Apart from the convenience-based selection of the eight study sites, the main obstacle to generalizing from the IHDP to the larger population of U.S. children is that IHDP services were offered only to babies with birth weights below the low-birth-weight (LBW) threshold (≤2,500 grams). Research has shown that some low-birth-weight babies, particularly those with birth weights below 1,500 grams, exhibit developmental delays (Gross et al. 1997; Klebanov, Brooks-Gunn, and McCormick 1994a). This raises the question of whether program impacts for low-birth-weight children generalize to the larger population. As detailed below, we address generalizability issues by showing increasing program impacts throughout the birth weight range and by weighting the IHDP sample to reflect the demographic characteristics of U.S. children.

We find that the IHDP program boosted the cognitive ability of low-income children much more than the cognitive ability of higher-income children. Although early education by family income interactions have been reported in several published studies, our results have much greater internal validity since they are based on a demographically and geographically diverse sample, coupled with a well-implemented random-assignment design and strong program treatment. Population projections show that either a universal or an income-based targeted program would essentially eliminate income-based gaps in IQ at age three – at the end of the program. Despite considerable fadeout of program effects, our estimates suggest that income-based gaps in age-five IQ would be substantially reduced or even eliminated completely. Our increasingly imprecise estimates suggest that one-third to three-quarters of the gaps in age eight IQ and achievement would be eliminated.

II. Background

It is no secret that children from different socioeconomic strata start school with very different skills. A recent study by Duncan and Magnuson (2011) used data from the Early Childhood Longitudinal Study—Kindergarten Cohort to compare children in the bottom and top quintiles of socioeconomic status (SES). They found that low-SES children scored about 1.3 standard deviations lower than high-SES children in their kindergarten-entry reading and math skills and nearly two-thirds of a standard deviation lower in teacher ratings of attention skills. Moreover, they were one-fourth of a standard deviation worse in terms of teacher-reported antisocial behavior. None of these gaps shrank over the course of elementary school, and in the case of antisocial behavior, the SES-based gap nearly doubled. More than half of the SES gaps were found within schools, which suggests that the very different kinds of schools attended by poor and affluent children do not account for all of the gaps.

Less well known is the startling growth in the income-based gap on test scores across cohorts of children born since the 1950s (Reardon 2011).
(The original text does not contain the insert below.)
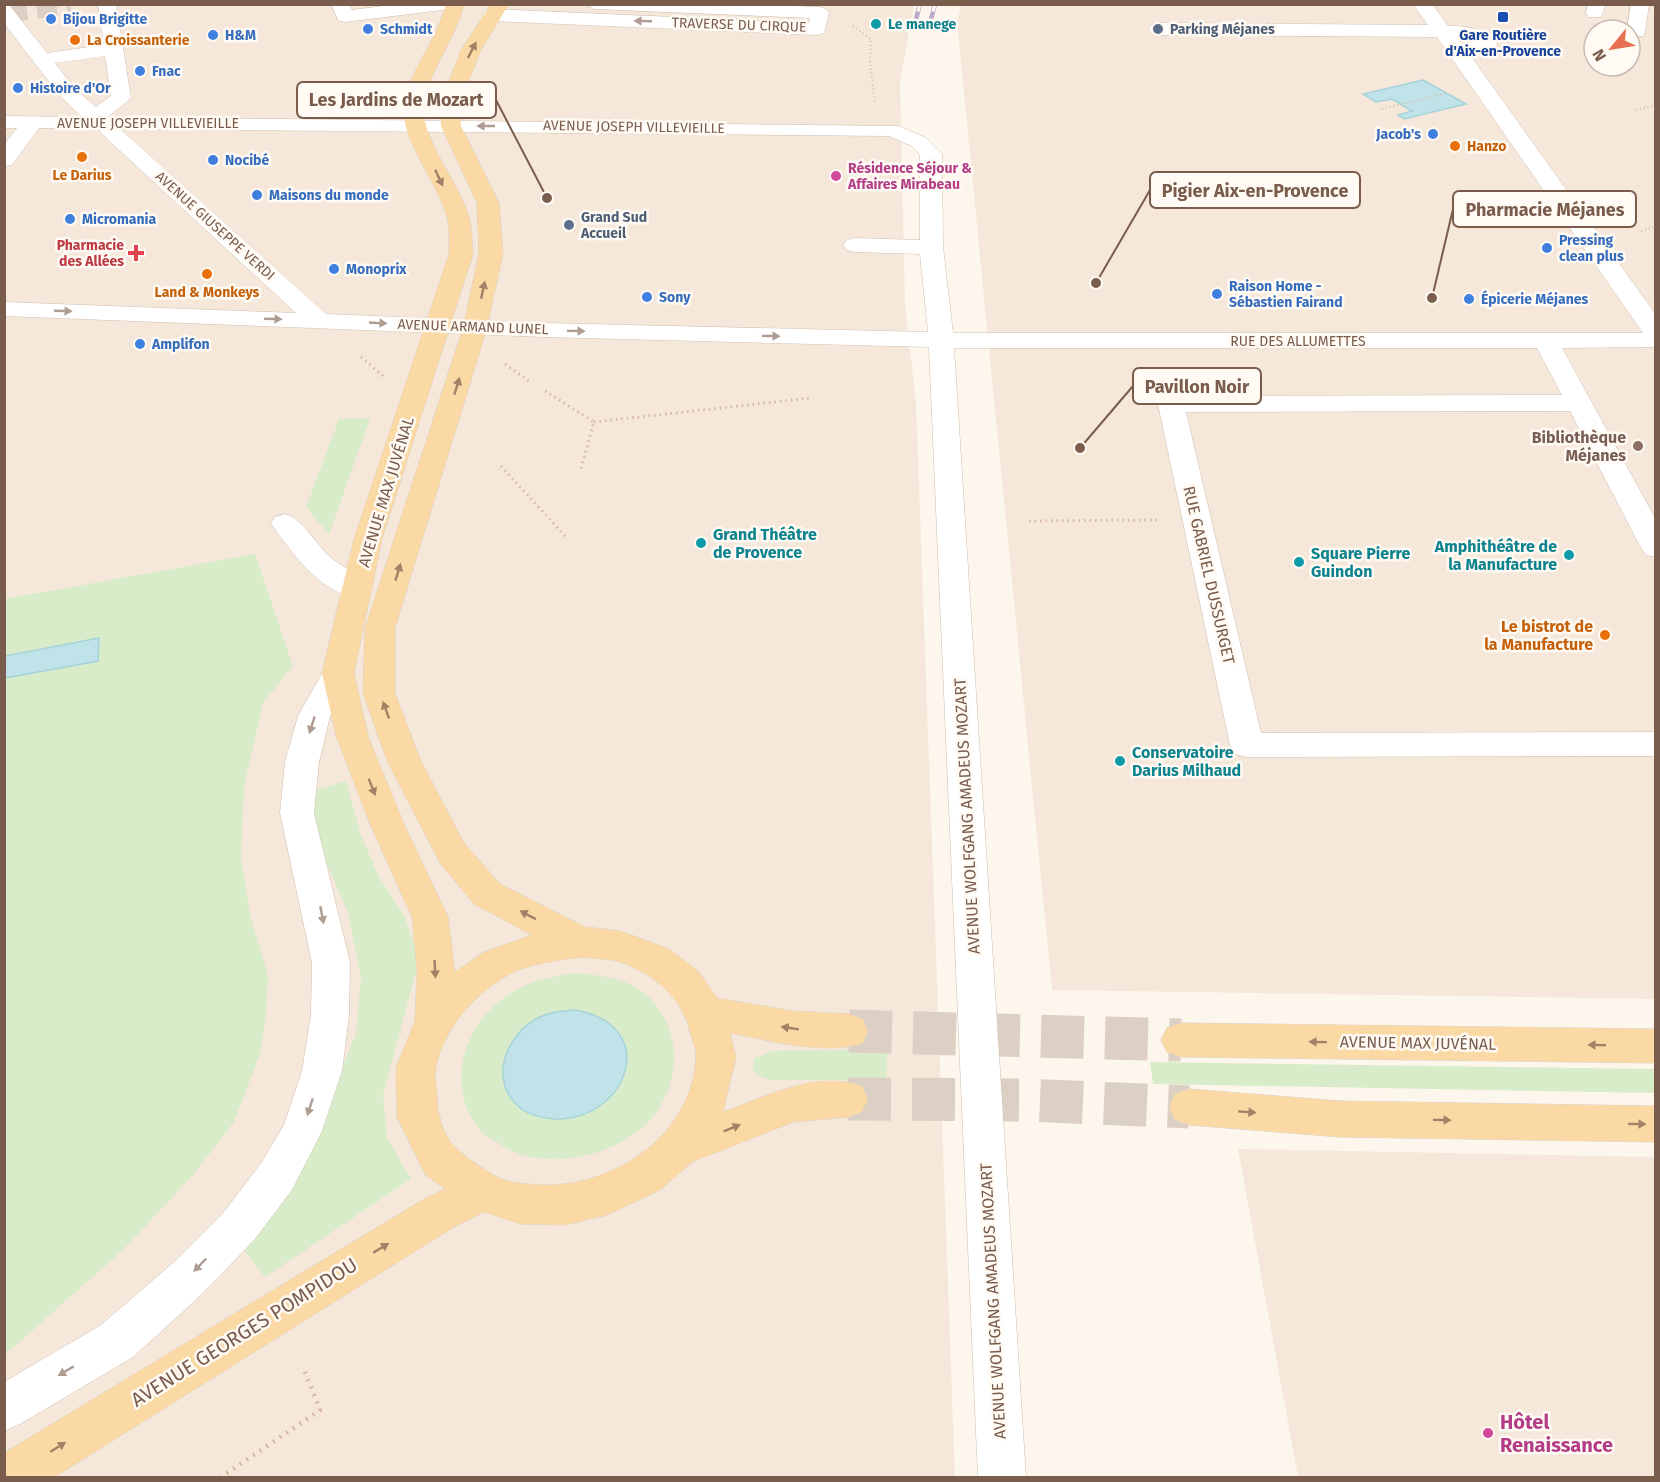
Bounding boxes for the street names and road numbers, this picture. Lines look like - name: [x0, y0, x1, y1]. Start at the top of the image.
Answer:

Among children born around 1950, test scores of low-income children (defined to be at the 10th percentile of the family income distribution) lagged behind those of their better-off peers (defined to be the 90th percentile) by a little over half a standard deviation. Fifty years later, this gap was twice as large.³ Given the importance of achievement skills in determining educational success, it should come as no surprise that growth in the income-based gap in children’s reading and math achievement has translated into a larger gap in schooling completed by children growing up in poor families compared with their more affluent peers (Duncan and Murnane 2011).

What might be done to close these gaps? Early childhood education (ECE) programs are seen by many as a way of improving the schooling readiness of children and enabling them to take full advantage of the benefits of K-12 educational investments (Knudsen et al. 2006). As with many other social programs, ECE services can be targeted toward low-income children or offered universally regardless of economic need (Scokpol 1991; Greenstein 1991; Barnett et al. 2004). The value of targeting ECE programs on low-income preschool children is ambiguous owing to competing hypotheses about differential program effects can be found in developmental research and theory. A compensatory hypothesis (Sameroff and Chandler 1975) predicts that children who are at risk because of economic disadvantage, low skills, difficult temperaments, etc. derive greater benefit from skill-building high-quality early education programs relative to children who are not at risk. This hypothesis provided the rationale for the initial and continued funding for programs such as Head Start and Early Head Start. However, some have argued for a Matthew effect hypothesis (for example, Stanovich 1986) in which children with greatest initial advantages will profit the most.

We know very little about the comparative effectiveness of infant / toddler and pre-school programs for children from low-versus high-income families. The best-known programs (Abecedarian, Perry, and the Chicago Parent-Child Program) restricted eligibility to low-income and / or disadvantaged minority children. Recent evaluations of the national Head Start and Early Head Start programs also are constrained by income limits on eligibility for both programs, although both Loeb et al. (2007) and Magnuson et al. (2004) shows that associations between attending Head Start or center-based care and kindergarten test scores are somewhat stronger for subgroups with the lowest socioeconomic status. The Oklahoma Pre-K program offered services to children who qualified for the free or reduced-price lunch program as well as children who did not. Also in line with the compensatory hypothesis, Gormley et al.’s (2008) evaluation found considerably higher impacts for the former than the latter group.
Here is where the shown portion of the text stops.